Photo: Rena Laverty/ Team USA
By JACK LeGWIN
Matthew Boldy is making a name for himself.
Having scored 32 points (19G- 13A) in 30 games thus far this season for the Team USA NTDP program, the BC commit has rocketed up draft boards, thanks to his deft touch, scoring ability and physicality on the ice.
Projected to be a top 10 pick in the 2019 NHL draft by multiple media outlets, Boldy says that’s not something that he thinks about on an everyday basis.
“I generally try to not think about stuff like that,” Boldy said. “We have a pretty good schedule this year, so it’s not too hard to get distracted.
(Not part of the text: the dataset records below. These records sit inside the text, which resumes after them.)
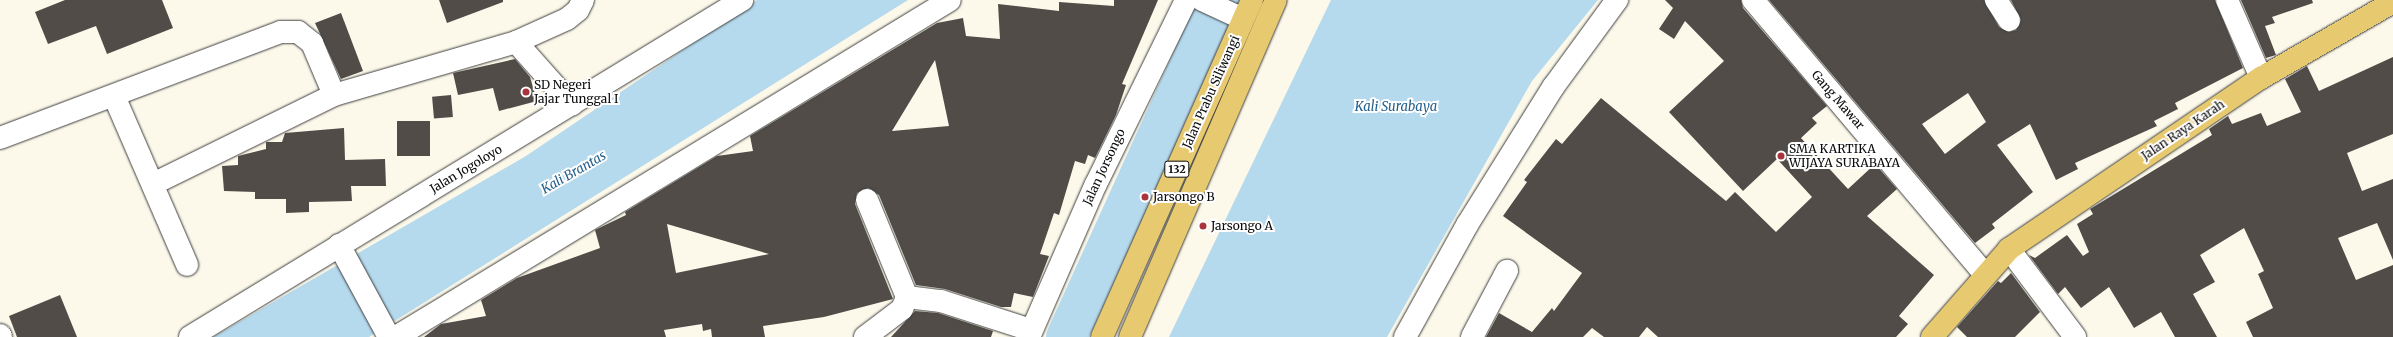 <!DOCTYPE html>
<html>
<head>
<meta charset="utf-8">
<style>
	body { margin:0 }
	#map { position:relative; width:2393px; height:337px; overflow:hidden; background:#fcf9ea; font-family:Merriweather,serif }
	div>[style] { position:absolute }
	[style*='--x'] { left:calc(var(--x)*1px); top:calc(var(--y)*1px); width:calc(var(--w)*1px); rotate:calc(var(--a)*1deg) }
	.water>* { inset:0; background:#b5d9ed }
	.river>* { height:41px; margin:-20.5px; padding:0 20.5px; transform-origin:20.5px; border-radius:20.5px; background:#b5d9ed }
	.building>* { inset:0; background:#514c48; transform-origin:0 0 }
	.roads { filter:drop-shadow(0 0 1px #3d3d3d) drop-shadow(0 0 1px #3d3d3d) }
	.minor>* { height:22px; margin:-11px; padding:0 11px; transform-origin:11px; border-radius:11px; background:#fff }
	.major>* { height:22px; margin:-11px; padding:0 11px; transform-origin:11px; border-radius:11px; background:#e7c96f }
	.dots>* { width:11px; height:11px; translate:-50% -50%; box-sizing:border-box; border:2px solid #fff; border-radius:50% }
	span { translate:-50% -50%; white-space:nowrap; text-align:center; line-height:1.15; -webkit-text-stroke:4px #fff; paint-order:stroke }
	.shield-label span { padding:1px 3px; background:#fff; border:1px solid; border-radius:3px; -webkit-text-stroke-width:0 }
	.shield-label { font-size:11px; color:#0a0a0a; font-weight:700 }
	.poi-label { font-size:12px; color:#0a0a0a }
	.left { translate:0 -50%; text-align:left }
	.street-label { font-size:12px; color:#0a0a0a }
	.water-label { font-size:13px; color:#24608b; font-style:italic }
</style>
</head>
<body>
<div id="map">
	<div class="water">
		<i style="clip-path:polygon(757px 0,908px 0,369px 337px,213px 337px,526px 156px)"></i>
		<i style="clip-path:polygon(1331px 0,1598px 0,1532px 81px,1387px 337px,1169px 337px)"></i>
	</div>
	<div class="river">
		<i style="--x:1066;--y:337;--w:370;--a:-65.6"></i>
	</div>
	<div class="building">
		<i style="clip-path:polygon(65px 0,162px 0,173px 28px,107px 54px,96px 26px,48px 44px,35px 12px)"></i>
		<i style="clip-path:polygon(439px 0,503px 0,503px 2px,447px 23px)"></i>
		<i style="clip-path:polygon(evenodd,1114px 0,1158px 0,1122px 84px,1126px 85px,1116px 115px,1095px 158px,1088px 155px,1085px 164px,1075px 161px,1059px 215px,1054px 213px,1040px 254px,1049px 256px,1033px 297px,1014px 293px,1011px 307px,1001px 307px,945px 289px,916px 285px,879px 195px,868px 188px,857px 193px,855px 204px,893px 299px,824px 317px,763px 326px,765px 337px,712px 337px,711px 329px,703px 331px,702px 324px,664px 330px,666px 337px,424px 337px,441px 324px,486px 316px,481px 300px,517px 278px,600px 248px,595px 230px,626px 215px,625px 212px,717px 156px,753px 151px,750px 136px,937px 23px,963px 18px,966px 36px,1000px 39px,998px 4px,1059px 11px,1059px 2px,1114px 6px,1114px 0,935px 60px,949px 126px,892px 131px,935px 60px,1114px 0,667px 224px,769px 254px,676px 273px,667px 224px)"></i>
		<i style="clip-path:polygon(1665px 0,1741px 0,1743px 8px,1827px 106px,1812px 118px,1817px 123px,1801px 138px,1848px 189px,1875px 164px,1897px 189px,1867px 216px,1934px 275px,1899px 316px,1908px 324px,1896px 337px,1658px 337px,1647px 327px,1639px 337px,1604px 337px,1592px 328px,1583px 337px,1486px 337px,1499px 313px,1532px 332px,1552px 308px,1554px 311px,1582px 273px,1503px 216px,1527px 182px,1524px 180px,1556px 139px,1562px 144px,1601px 98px,1726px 201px,1735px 192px,1776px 232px,1812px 197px,1777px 159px,1743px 191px,1669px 112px,1724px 61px,1685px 21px,1674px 39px,1659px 29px,1673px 8px)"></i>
		<i style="clip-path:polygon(evenodd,1769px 0,1984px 0,1999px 27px,2009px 32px,2016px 30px,2021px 20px,2011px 0,2215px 0,2243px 68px,2175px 103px,2178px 109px,2154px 121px,2157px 126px,2075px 163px,2078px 169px,2056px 180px,2030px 124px,1997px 145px,2033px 192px,1992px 224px,1995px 228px,1975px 243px,1769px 0,1968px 93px,1986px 122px,1945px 154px,1922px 124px,1968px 93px)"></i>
		<i style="clip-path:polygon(2241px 0,2312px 0,2313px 3px,2272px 17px,2275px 23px,2265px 26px,2276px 55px,2266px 58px)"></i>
		<i style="clip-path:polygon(341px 13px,363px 71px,341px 79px,315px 23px)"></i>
		<i style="clip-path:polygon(2393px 57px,2393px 134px,2347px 153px,2362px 191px,2393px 179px,2393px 260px,2377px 223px,2338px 238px,2356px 280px,2393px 265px,2393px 337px,2253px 337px,2246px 322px,2273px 308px,2258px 274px,2264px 271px,2244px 228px,2200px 255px,2215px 282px,2193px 294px,2217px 337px,2175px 337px,2161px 312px,2134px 328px,2109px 287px,2081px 308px,2065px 287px,2058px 294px,2029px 255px,2035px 258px,2067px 235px,2083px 256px,2089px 252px,2077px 224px,2093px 214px,2090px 209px,2212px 135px,2209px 129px,2228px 116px,2232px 124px,2261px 113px,2267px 126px,2301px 112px,2285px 79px,2307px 66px,2319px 91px)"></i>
		<i style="clip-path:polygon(515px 59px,530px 77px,537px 101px,499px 111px,493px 88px,458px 95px,453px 73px)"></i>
		<i style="left:451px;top:95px;width:22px;height:19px;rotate:85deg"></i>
		<i style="left:430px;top:121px;width:35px;height:33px;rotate:90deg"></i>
		<i style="clip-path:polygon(344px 128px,345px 160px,385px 159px,386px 186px,351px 186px,352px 201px,309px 202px,309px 212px,286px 213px,286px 199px,255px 199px,255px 192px,224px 191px,222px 166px,238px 165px,238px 156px,266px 149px,266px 142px,282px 142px,285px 133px)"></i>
		<i style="clip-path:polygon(2011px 273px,2040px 312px,2015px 337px,1967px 337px,1957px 327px,1998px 281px,2001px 283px)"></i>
		<i style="clip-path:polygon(60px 295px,77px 337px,17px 337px,9px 316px)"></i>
		<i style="clip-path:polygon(915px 311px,938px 313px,993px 331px,991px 337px,891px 337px)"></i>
	</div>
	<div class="roads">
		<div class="minor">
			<i style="--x:1202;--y:0;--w:45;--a:24.9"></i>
			<i style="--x:1753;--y:0;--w:358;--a:49.8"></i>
			<i style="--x:1996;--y:0;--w:24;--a:57"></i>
			<i style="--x:2227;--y:0;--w:85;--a:66.4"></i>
			<i style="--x:516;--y:42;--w:56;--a:-24.3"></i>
			<i style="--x:567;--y:19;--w:14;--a:-39"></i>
			<i style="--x:578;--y:10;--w:11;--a:-63"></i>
			<i style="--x:114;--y:96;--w:184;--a:66.6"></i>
			<i style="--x:0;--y:138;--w:300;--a:-20.7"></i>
			<i style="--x:281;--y:32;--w:17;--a:0"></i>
			<i style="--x:298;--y:32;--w:18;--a:38"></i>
			<i style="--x:312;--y:43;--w:56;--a:67.1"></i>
			<i style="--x:334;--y:95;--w:190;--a:-16.2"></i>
			<i style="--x:516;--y:42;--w:84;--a:48.4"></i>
			<i style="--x:153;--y:184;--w:202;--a:-26.2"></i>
			<i style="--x:867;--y:200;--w:105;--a:67.6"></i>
			<i style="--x:907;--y:297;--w:34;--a:7"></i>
			<i style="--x:941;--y:301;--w:95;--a:17.9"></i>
			<i style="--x:339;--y:245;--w:105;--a:61.5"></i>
			<i style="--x:2009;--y:249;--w:110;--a:53.1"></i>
			<i style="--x:0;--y:335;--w:2;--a:63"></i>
			<i style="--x:190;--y:337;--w:647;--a:-31.4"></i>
			<i style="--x:396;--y:337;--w:648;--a:-31.31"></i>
			<i style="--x:865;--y:337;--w:46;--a:-37.1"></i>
			<i style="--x:902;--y:309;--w:13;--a:-67"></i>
			<i style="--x:1029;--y:337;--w:167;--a:-66.4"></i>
			<i style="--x:1096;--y:184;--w:205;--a:-63.9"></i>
			<i style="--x:1405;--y:337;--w:128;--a:-61"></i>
			<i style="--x:1467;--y:225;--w:164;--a:-58"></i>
			<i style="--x:1554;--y:86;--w:107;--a:-53.8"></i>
			<i style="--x:1472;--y:337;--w:75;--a:-62.1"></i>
		</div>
		<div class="major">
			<i style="--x:1102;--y:337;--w:369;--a:-66"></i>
			<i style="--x:1130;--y:337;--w:367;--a:-66.6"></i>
			<i style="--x:1932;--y:337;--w:117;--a:-48.8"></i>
			<i style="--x:2009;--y:249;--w:305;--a:-34.2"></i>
			<i style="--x:2261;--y:78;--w:152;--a:-29.9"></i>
		</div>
	</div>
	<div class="dots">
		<i style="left:526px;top:92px;background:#a8353c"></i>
		<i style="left:1781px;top:156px;background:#a8353c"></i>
		<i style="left:1145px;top:197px;background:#a8353c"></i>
		<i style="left:1203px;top:226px;background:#a8353c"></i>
	</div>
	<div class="shield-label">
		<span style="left:1177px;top:169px">132</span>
	</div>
	<div class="poi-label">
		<span class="left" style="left:534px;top:92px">SD Negeri<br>Jajar Tunggal I</span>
		<span class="left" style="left:1789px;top:156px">SMA KARTIKA<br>WIJAYA SURABAYA</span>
		<span class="left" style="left:1153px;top:197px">Jarsongo B</span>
		<span class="left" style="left:1211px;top:226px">Jarsongo A</span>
	</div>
	<div class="street-label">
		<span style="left:1211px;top:92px;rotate:-66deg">Jalan Prabu Siliwangi</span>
		<span style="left:1838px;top:100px;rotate:49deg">Gang Mawar</span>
		<span style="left:2183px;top:130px;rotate:-34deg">Jalan Raya Karah</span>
		<span style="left:1104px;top:167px;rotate:-65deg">Jalan Jorsongo</span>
		<span style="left:466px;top:169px;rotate:-31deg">Jalan Jogoloyo</span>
	</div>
	<div class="water-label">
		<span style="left:1396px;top:107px">Kali Surabaya</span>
		<span style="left:574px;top:173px;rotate:-30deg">Kali Brantas</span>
	</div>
</div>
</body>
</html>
You’re focusing on your game and you have to take it game by game and everything will play out. A lot of guys are focusing on how the team is doing rather than the individual stuff.”
Scouts have often noted that Boldy’s competitiveness is what sets him apart from many other top players. He says that growing up with an older brother is a big reason for his fieriness.
“Growing up, my brother and I were very close,” Boldy said. “It definitely made me physically and mentally stronger. I’m four years younger so I had to come up with ways to beat him, it wasn’t too easy, but I eventually figured it out.”
Boldy’s father played football at Maine, but growing up in such a small town in Massachusetts with no football program led the Millis, Massachusetts native down a different path.
“When I was younger, even before we moved to Millis, we were in an even smaller town and there wasn’t a program to get into,” Boldy said. “My dad always loved hockey so he got my older brother into that, so when I was born, my brother was already playing with sticks and roller blading so it was something that I always wanted to do.”
Boldy believes that his intensity is something that he will be able to bring to the table next year at the college level.
“I think my competitiveness and how hard I work is something that I’ll bring to the next level,” Boldy said. “When I was growing up, as the younger brother, I took some beatings, but that’s actually helped me to mature.”
Boldy will head to Boston College next year to play for head coach Jerry York, fulfilling a life-long aspiration.
“Playing at BC was always a dream of mine,” Boldy said. “When I got the chance it was hard to pass up. I grew up going to their games and being around there. When I got the chance it was a pretty easy choice for me.”
With many players from the Team USA program heading east to play in the Boston area, Boldy says that he believes that the relationships that he has built with many of his current teammates will continue when they get to college.
“Playing up here, you’re with these guys every day all day,” Boldy said. “Some of my closest friends are here, friendships that I’ll have for the rest of my life, so whether they’re on the team with me or down the street, it’s definitely something special that will help.”
While his daily upper line assignment with his teammates switches often on the ice, Boldy says he believes that every line that they rotate in has a legitimate chance of scoring and making a contribution.
“The collection of guys we have is unbelievable,” Boldy said. “No matter what line we have out there, they’re a threat to score, there’s no doubt in any one on our team, so we go into each game with confidence.”
The importance of giving back to the community off the ice has been something that the NTDP program has taught its players and Boldy says it is something that the team believes is important.
“With everything that we’re given, giving back and being a role model in the community is important,” Boldy said. “It’s something that we enjoy and we hope the people in the community enjoy too.”
Boldy says that he believes that many of the things that he’s learned playing the game of hockey translate over to helping him and the rest of his life.
“On the ice you have to make the right play, the smart play,” Boldy said. “I think that carries over into life. Everything about hockey is something that has helped me to become the person that I am.”